_EXERCISE_: Copy the listing below in full and skip every picture.

[SUPPLIED INFORMATION — start]

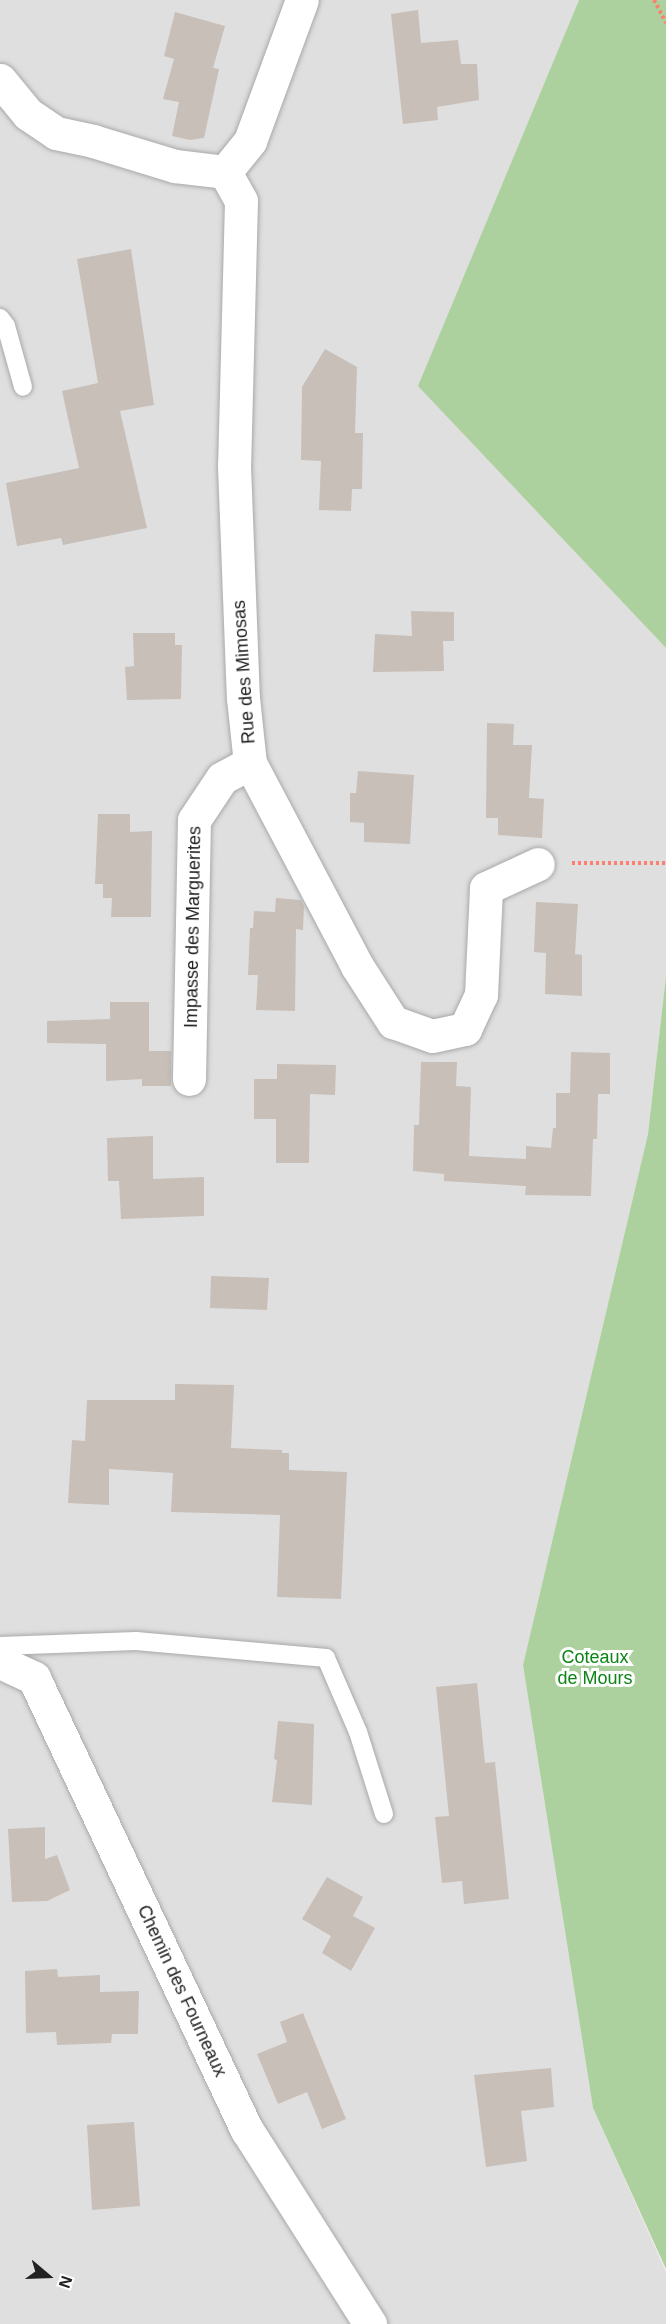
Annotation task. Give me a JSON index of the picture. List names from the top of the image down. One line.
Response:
{"streets":{"street":["Rue des Mimosas","Impasse des Marguerites","Chemin des Fourneaux"]},"crossings":[["Rue des Mimosas","Impasse des Marguerites"]],"parks":["Coteaux de Mours"],"north":"right"}
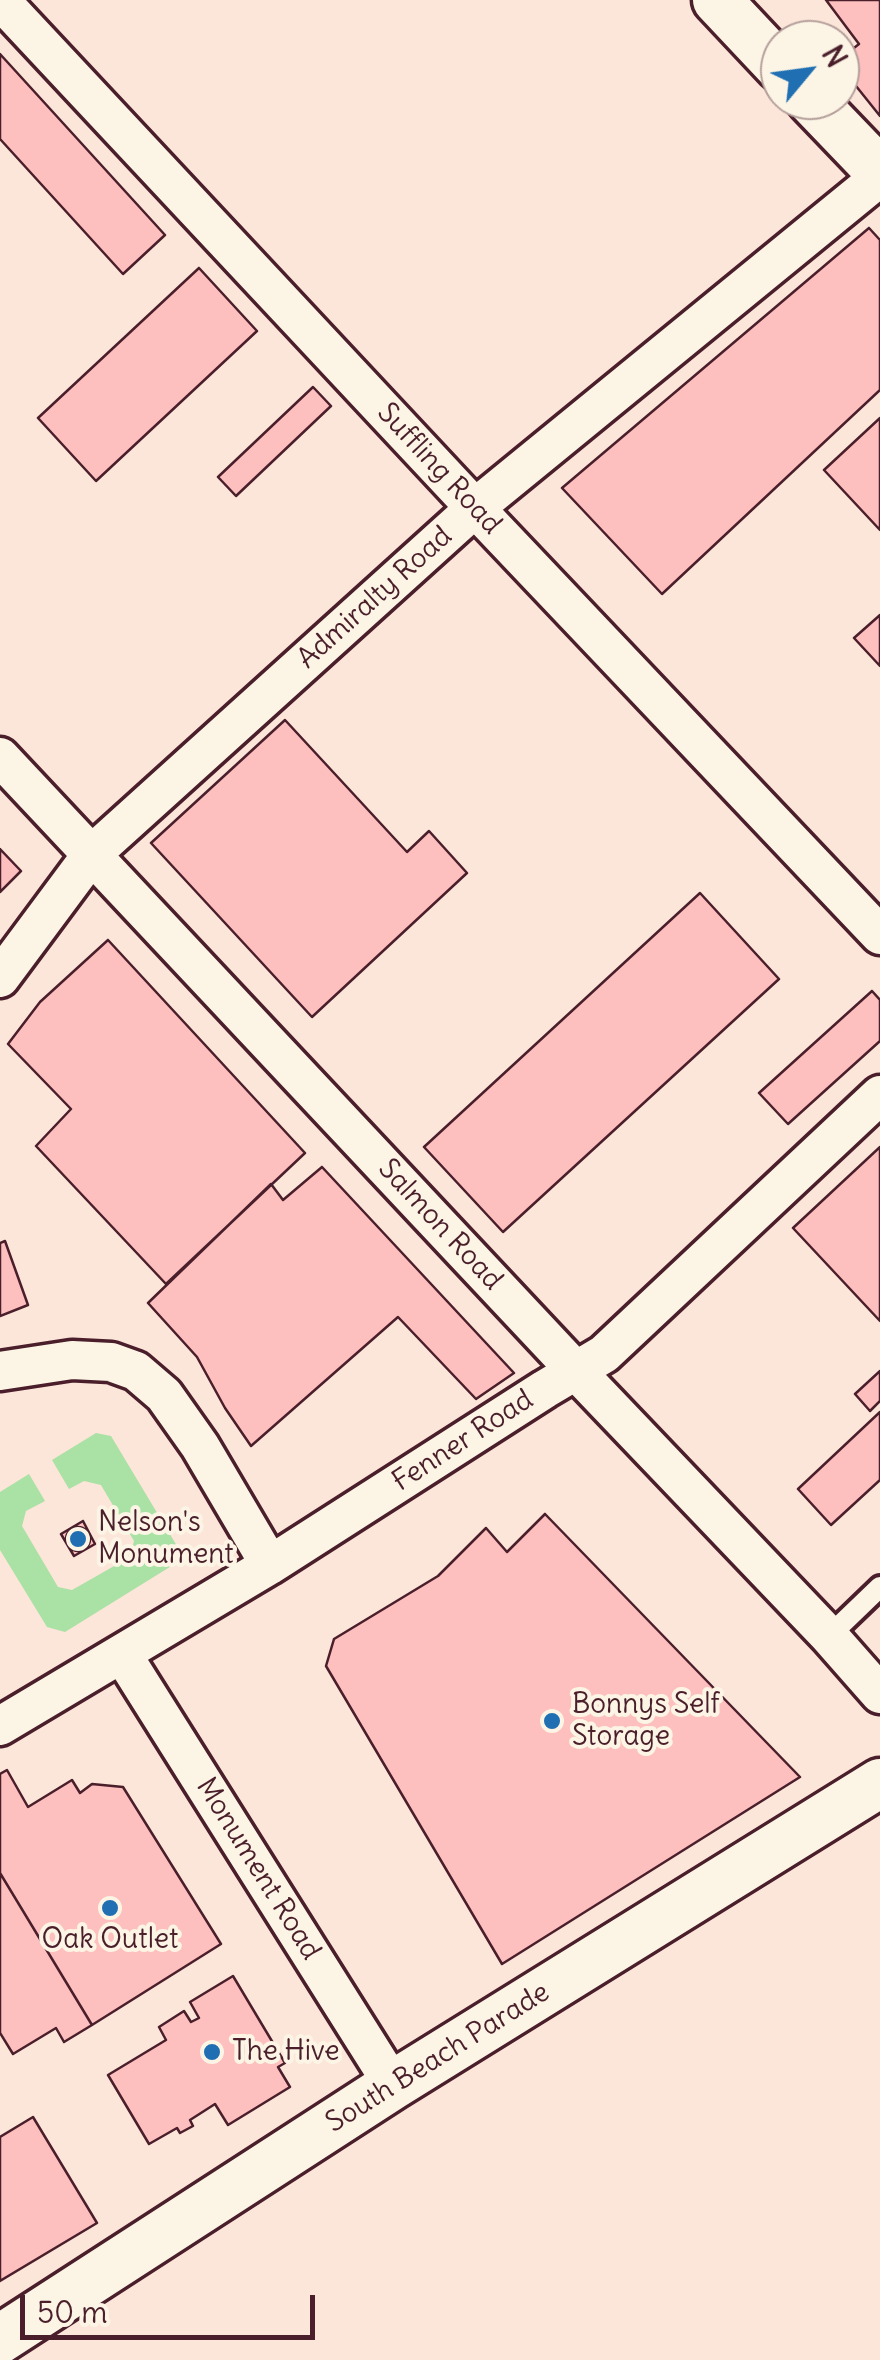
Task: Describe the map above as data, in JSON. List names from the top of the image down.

[SUPPLIED INFORMATION — finish]

_ANSWER SECTION_:
Annotation task. Give me a JSON index of the picture. List names from the top of the image down. One line.
Response:
{"streets":{"street":["Rue des Mimosas","Impasse des Marguerites","Chemin des Fourneaux"]},"crossings":[["Rue des Mimosas","Impasse des Marguerites"]],"parks":["Coteaux de Mours"],"north":"right"}
Task: Describe the map above as data, in JSON. List names from the top of the image down.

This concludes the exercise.